Abstract

Na-ion batteries (NIBs) have attracted increasing attention given the fact that sodium is relatively more plentiful and affordable than lithium for sustainable and large-scale energy storage systems. However, the shortage of electrode materials with outstanding comprehensive properties has limited the practical implementations of NIBs. Among all the discovered anode materials, transition-metal sulfide has been proven as one of the most competitive and promising ones due to its excellent redox reversibility and relatively high theoretical capacity. In this study, double-morphology N-doped CoS₂/multichannel carbon nanofibers composites (CoS₂/MCNFs) are precisely designed, which overcome common issues such as the poor cycling life and inferior rate performance of CoS₂ electrodes. The conductive 3D interconnected multichannel nanostructure of CoS₂/MCNFs provides efficient buffer zones for the release of mechanical stresses from Na⁺ ions intercalation/deintercalation.
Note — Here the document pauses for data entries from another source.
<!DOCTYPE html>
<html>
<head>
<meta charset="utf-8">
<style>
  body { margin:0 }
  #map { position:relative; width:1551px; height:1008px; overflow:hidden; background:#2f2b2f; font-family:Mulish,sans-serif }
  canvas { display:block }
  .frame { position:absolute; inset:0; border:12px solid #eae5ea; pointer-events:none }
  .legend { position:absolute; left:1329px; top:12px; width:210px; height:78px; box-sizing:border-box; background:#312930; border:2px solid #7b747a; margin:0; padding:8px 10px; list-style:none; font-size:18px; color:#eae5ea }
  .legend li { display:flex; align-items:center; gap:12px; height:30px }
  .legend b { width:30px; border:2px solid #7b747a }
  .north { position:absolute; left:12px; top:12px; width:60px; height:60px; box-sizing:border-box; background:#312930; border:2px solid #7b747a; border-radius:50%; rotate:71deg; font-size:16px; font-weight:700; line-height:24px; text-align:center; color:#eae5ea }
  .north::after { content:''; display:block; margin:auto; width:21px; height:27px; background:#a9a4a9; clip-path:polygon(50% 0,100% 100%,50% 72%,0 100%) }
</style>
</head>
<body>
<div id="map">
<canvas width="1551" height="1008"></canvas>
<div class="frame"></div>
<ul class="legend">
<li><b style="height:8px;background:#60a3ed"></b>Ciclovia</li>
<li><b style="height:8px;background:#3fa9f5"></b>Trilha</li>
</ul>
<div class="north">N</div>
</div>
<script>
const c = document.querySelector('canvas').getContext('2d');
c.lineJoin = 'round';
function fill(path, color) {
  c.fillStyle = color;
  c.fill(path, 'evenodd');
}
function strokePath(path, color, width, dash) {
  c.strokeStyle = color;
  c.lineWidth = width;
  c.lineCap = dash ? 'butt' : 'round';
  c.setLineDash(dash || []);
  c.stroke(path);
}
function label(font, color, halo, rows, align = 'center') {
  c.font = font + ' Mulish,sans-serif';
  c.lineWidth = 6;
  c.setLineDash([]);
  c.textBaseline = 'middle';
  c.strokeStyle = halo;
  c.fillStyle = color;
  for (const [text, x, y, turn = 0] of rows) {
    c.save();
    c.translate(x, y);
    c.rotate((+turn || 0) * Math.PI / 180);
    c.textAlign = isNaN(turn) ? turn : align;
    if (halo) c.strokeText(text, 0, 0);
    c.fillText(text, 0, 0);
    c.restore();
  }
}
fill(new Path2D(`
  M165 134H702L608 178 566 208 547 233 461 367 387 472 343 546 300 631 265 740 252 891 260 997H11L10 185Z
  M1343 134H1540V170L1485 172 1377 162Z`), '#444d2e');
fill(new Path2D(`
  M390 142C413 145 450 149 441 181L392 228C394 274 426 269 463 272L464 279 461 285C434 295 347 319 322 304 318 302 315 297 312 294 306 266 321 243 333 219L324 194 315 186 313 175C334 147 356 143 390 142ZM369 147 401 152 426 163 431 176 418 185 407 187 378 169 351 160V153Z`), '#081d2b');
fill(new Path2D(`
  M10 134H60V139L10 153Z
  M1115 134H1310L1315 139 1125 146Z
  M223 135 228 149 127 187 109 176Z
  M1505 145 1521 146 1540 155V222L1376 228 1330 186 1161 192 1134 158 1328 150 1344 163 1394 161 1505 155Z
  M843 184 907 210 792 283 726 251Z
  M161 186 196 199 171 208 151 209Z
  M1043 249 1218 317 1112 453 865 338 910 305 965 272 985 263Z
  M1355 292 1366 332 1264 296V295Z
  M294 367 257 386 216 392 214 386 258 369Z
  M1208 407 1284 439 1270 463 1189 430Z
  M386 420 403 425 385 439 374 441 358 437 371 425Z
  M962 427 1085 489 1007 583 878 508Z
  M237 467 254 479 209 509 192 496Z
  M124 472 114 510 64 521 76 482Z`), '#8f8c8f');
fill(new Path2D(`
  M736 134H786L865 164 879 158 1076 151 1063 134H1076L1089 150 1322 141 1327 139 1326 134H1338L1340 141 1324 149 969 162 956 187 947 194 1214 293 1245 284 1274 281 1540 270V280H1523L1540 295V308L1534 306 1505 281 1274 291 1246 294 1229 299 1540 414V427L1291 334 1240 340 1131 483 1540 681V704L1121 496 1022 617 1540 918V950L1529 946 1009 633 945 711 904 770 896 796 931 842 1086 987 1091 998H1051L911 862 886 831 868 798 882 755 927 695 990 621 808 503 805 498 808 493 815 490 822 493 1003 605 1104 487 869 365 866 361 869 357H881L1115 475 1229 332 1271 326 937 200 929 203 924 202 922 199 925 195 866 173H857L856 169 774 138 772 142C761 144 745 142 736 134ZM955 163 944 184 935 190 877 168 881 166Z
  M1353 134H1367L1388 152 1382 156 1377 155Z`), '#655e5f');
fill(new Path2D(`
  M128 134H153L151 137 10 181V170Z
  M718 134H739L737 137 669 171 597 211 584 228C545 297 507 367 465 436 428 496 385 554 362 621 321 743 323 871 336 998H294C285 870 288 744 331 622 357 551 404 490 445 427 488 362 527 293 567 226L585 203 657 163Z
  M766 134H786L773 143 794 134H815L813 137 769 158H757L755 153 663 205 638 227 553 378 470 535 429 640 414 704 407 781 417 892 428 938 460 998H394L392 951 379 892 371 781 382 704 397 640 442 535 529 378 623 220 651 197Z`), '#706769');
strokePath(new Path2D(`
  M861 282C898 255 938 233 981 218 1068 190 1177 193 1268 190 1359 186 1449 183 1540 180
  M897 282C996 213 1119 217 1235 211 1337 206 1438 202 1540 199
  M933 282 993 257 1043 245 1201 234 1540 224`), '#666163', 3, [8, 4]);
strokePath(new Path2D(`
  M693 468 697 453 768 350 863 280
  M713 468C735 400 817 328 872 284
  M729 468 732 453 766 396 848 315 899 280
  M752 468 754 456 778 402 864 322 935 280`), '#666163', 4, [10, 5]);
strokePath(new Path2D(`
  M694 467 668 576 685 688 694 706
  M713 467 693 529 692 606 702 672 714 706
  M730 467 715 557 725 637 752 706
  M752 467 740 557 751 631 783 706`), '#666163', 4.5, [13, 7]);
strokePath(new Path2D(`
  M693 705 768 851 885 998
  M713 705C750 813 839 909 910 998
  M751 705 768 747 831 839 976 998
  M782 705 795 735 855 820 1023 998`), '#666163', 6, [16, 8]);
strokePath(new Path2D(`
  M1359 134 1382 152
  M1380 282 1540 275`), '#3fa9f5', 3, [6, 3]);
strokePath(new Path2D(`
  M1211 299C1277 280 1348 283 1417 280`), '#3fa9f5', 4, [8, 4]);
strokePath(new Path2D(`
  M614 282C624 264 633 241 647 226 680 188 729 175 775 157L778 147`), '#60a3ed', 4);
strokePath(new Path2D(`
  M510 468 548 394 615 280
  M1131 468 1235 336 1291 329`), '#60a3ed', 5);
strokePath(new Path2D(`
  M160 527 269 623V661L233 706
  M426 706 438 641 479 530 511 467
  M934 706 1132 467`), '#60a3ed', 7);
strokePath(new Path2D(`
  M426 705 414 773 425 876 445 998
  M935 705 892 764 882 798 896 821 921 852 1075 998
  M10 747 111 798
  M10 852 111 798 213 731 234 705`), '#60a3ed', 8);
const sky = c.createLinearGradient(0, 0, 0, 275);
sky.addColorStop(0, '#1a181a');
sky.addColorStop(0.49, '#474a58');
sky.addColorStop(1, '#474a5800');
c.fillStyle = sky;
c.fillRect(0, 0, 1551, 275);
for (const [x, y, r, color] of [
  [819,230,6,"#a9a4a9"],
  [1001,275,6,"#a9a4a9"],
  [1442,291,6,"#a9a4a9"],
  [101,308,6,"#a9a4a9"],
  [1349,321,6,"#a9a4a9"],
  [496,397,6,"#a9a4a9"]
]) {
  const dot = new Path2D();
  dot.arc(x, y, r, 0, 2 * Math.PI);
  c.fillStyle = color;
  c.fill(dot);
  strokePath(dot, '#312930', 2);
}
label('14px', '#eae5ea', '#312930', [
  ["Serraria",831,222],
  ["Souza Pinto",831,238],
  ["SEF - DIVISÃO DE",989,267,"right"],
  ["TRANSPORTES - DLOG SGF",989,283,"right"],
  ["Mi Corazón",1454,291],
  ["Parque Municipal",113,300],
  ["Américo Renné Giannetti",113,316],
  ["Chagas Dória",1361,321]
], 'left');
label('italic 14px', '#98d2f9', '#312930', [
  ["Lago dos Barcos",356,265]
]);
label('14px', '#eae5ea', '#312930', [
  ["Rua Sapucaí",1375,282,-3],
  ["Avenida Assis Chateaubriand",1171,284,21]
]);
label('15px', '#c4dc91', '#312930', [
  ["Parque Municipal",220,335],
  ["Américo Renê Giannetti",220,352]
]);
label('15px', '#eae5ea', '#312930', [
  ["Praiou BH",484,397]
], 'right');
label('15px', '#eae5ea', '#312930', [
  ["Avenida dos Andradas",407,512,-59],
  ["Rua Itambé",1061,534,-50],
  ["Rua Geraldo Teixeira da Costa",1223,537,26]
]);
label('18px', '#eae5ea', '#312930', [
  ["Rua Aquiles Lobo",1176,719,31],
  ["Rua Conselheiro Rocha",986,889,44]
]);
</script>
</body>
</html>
The synergy of the diverse structural features enables a robust frame and a rapid electrochemical reaction in CoS₂/MCNFs anode, resulting in an impressive long-term cycling life of 900 cycles with a capacity of 620 mAh g^-1 at 1 A g^-1 (86.4% theoretical capacity) and a surprisingly high-power output. The proposed design in this study provides a rational and novel thought for fabricating electrode materials.